La dipendenza patologica è una patologia in rapida crescita sempre più inscritta nella nostra società caratterizzata dalla precarietà, dall’incertezza, dalla liquidità dei rapporti umani, dalla noia, dalla desensibilizzazione corporea e dalla necessità costante di fornire prestazioni rapide ed efficaci.
Un elemento indicativo del livello di gravità di una dipendenza patologica è allora la presenza/assenza di legami umani residuali, la centralità oppure la latitanza del contatto relazionale in una vita sempre più dominata da surrogati chimici e tecnologici.
Ciò che caratterizza una sostanza d’abuso o un comportamento compulsivo, infatti, è proprio la sua capacità di risucchiare all’individuo tempo ed energie abitualmente dedicate ad attività lavorative, affettive e sociali.
Come uscire dalla dipendenza?
Di fronte alla richiesta di un percorso terapeutico si pongono sostanzialmente due possibili alternative di trattamento: la residenzialità oppure la cura ambulatoriale.
Prima però di decidere quale via percorrere è opportuna una diagnosi del tipo di dipendenza e una valutazione di gravità.
Una volta chiariti questi due aspetti il passo successivo è condividere con la persona quale è il percorso terapeutico percorribile. In tutti i casi non si può costruire un progetto terapeutico senza un accordo che definisce chi fa che cosa e qual è il ruolo del diretto interessato nel percorso di terapia.
Per smettere di essere dipendenti: ricovero o cura ambulatoriale?

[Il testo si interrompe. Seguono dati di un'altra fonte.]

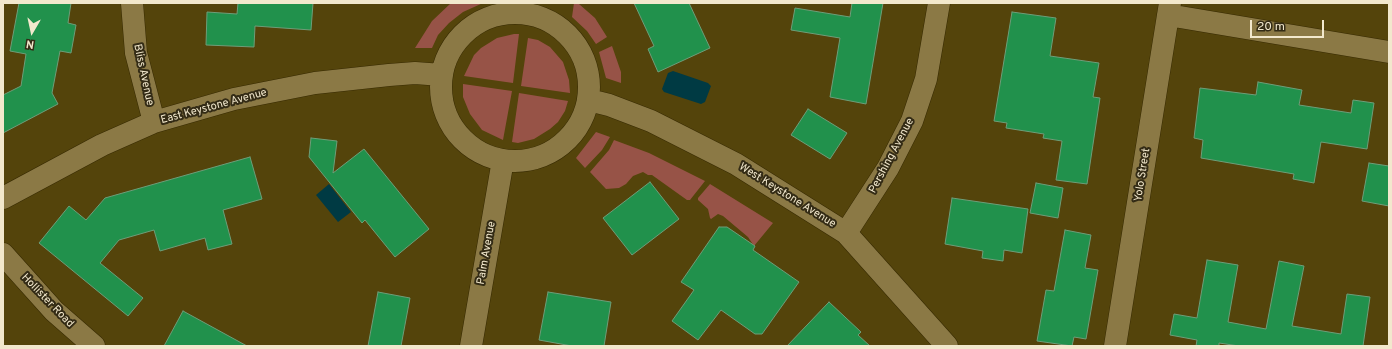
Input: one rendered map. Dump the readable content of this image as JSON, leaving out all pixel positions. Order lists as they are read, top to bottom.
{
  "streets": {
    "street": [
      "Bliss Avenue",
      "East Keystone Avenue",
      "Pershing Avenue",
      "Yolo Street",
      "West Keystone Avenue",
      "Palm Avenue",
      "Hollister Road"
    ]
  },
  "crossings": [
    ["Bliss Avenue", "East Keystone Avenue"],
    ["Pershing Avenue", "West Keystone Avenue"]
  ],
  "scale_bar": "20 m",
  "north": "bottom"
}
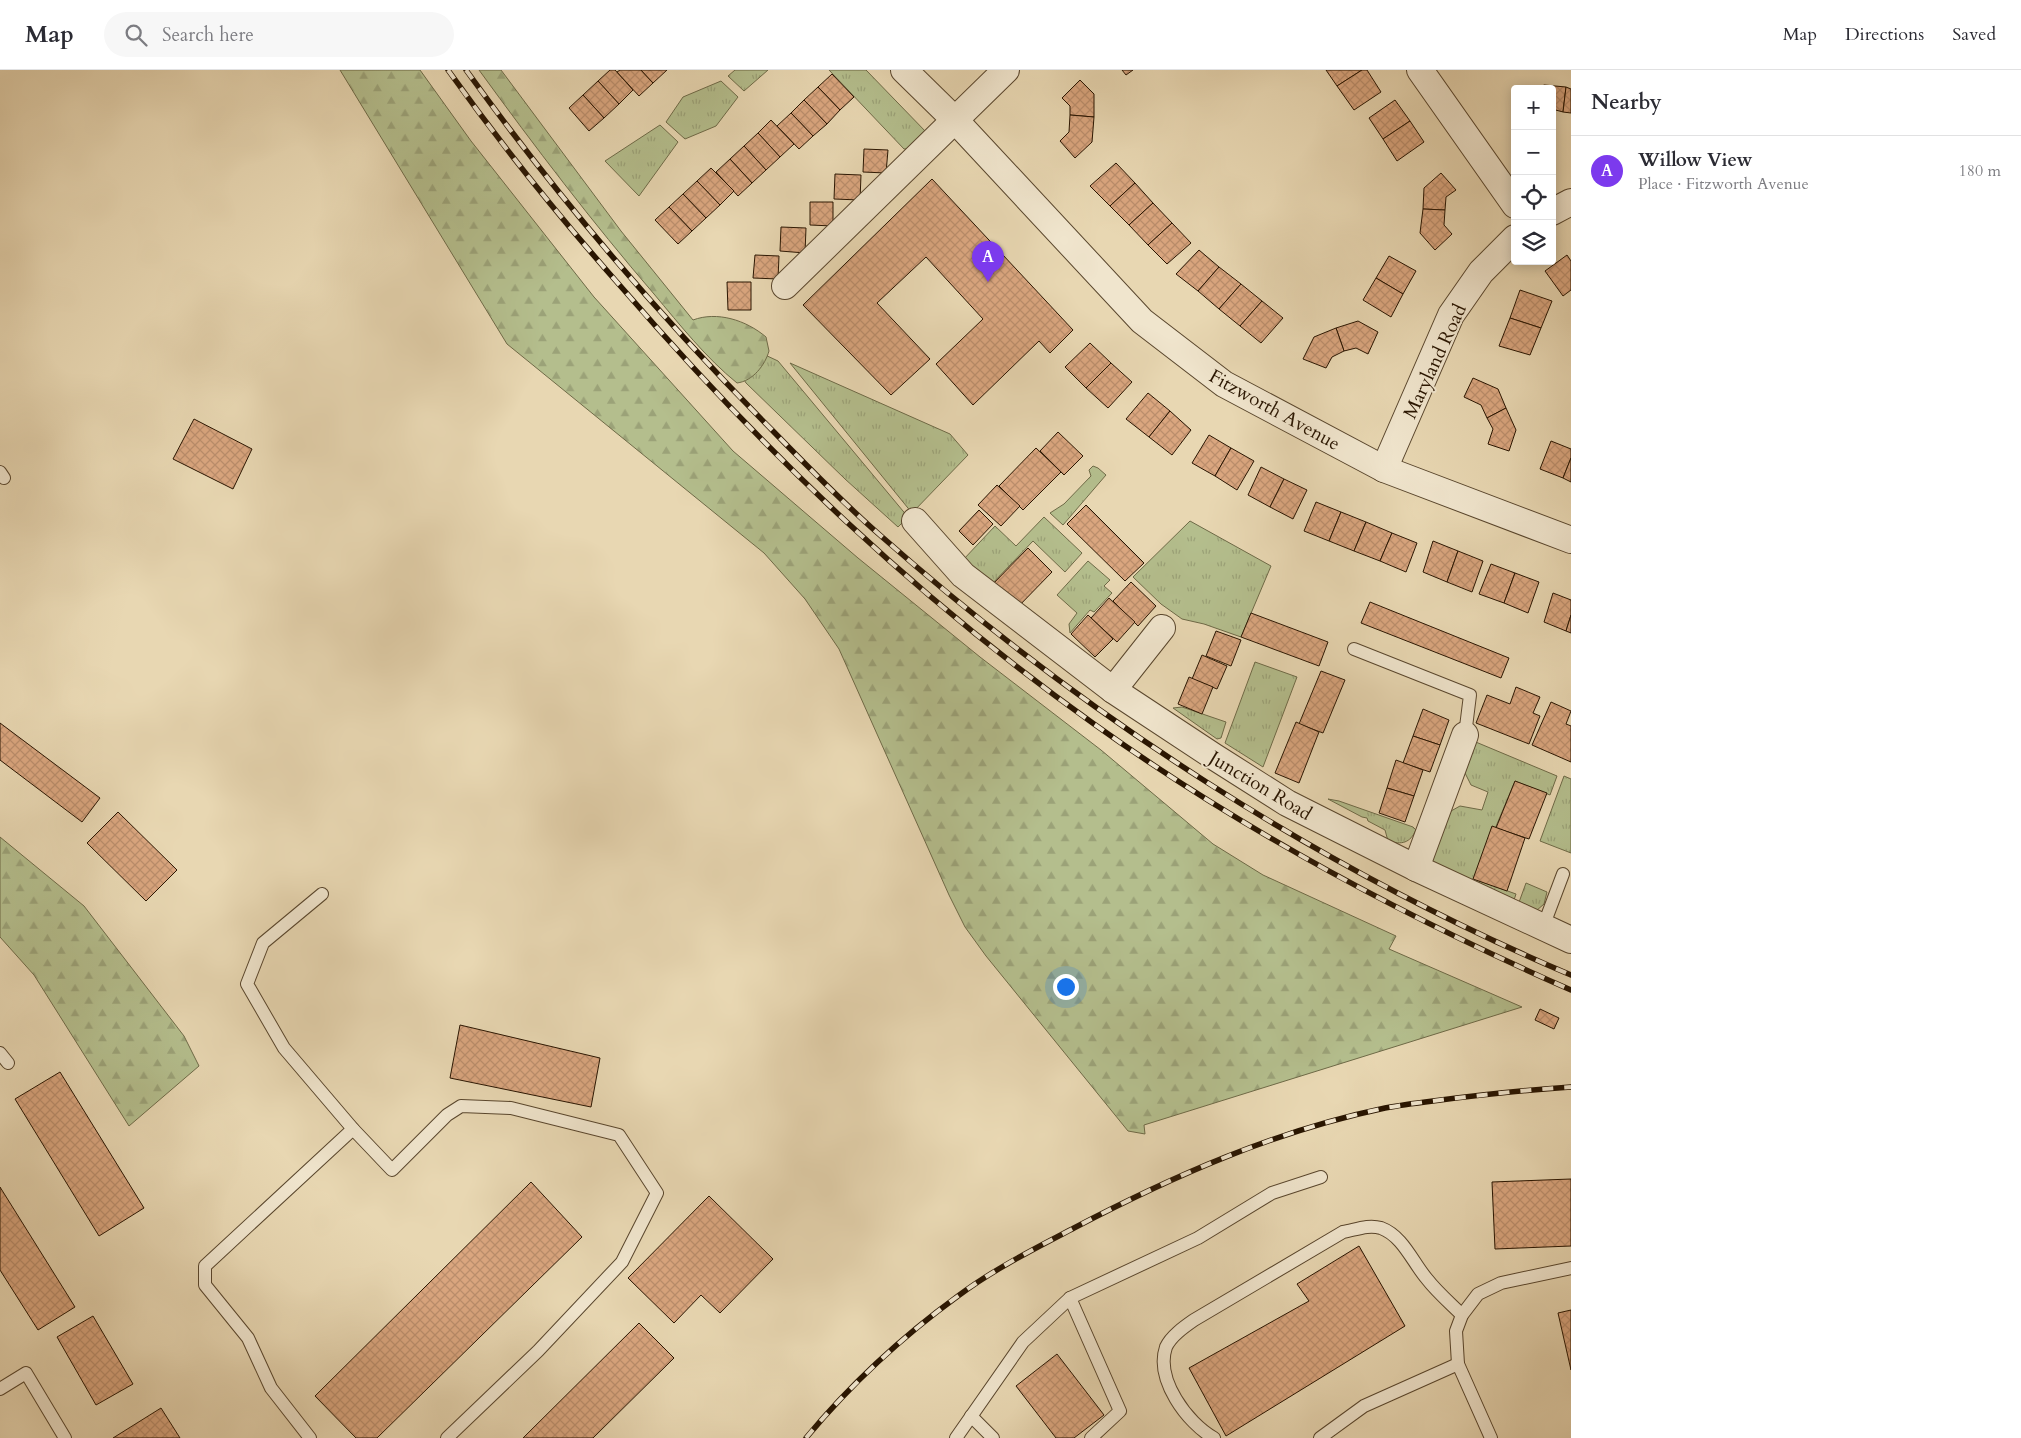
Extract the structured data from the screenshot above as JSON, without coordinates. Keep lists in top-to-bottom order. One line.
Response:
{"streets":{"street":["Maryland Road","Fitzworth Avenue","Junction Road"]},"crossings":[["Maryland Road","Fitzworth Avenue"]],"page":{"header":"Map","search":"Search here","nav":["Map","Directions","Saved"],"heading":"Nearby","map_buttons":["+","−"],"list":[{"mark":"A","name":"Willow View","note":"Place · Fitzworth Avenue","value":"180 m"}],"pins":"A"}}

Storicamente la cura delle dipendenze patologiche, in misura maggiore rispetto ad altre problematiche emotive e psicologiche ugualmente invalidanti, è stata affrontata con una permanenza, più o meno lunga, in un centro residenziale (comunità terapeutiche). Questa scelta risponde ad esigenze molto semplici:
il craving (il desiderio irrefrenabile non controllabile dalla volontà) è molto forte per cui è difficile lavorare produttivamente in un ambulatorio
la situazione generale è talmente compromessa che l’unica possibilità per riprendere il controllo della situazione è uno stacco totale dall’ambiente in cui si è strutturata
Ovviamente anche la residenzialità non è immune da controindicazioni: periodi più o meno lunghi di alienazione dalla propria vita affettiva e lavorativa sono spesso difficili da accettare per queste persone per cui sono frequenti gli abbandoni (drop-out) o le overdose appena “liberi”.
In questi casi la sensazione paradossale che la persona sperimenta è che la cura può essere più dolorosa della malattia e, di fronte ad una sofferenza per lui incoercibile, decide di interrompere il percorso terapeutico.
Uscire dalla dipendenza: la cura ambulatoriale
Il trattamento ambulatoriale consente alla persona di non interrompere i suoi legami familiari e lavorativi. Ciò non esclude il fatto che, in presenza di situazioni particolarmente delicate, si opti per un periodo di ricovero breve presso una struttura residenziale.
Ma quali sono gli aspetti centrali alla base di un trattamento ambulatoriale?
- La volontà di non sradicare il cliente dal suo contesto di vita “normale”
- La sostituzione del mito della guarigione magica con l’idea di una cura che tenga conto dei bisogni, delle criticità ma soprattutto delle risorse di ciascuna persona
L’obiettivo di questo trattamento è accompagnare la persona ad affrontare la sua vita, a vivere le relazioni con gli altri e a gestire le possibili crisi o le ricadute senza sottometterlo ad un’autorità inflessibile e indiscussa alla quale delegare la propria capacità di scelta.
Sempre anche in un regime ambulatoriale, la persona sottoscrive un patto terapeutico con l’equipe. Patto che si può modificare o interrompere in qualsiasi momento senza ricatti emotivi, pressioni o ingerenze di sorta.
Quindi è meglio il ricovero o la cura ambulatoriale?
In sintesi il trattamento residenziale e ambulatoriale sono opzioni entrambe percorribili di fronte ad una problematica di dipendenza patologica, ciascuna con i propri vantaggi e le proprie criticità. Solo dopo una appropriata diagnosi clinica e una valutazione di gravità è possibile scegliere liberamente il percorso terapeutico più appropriato per la persona.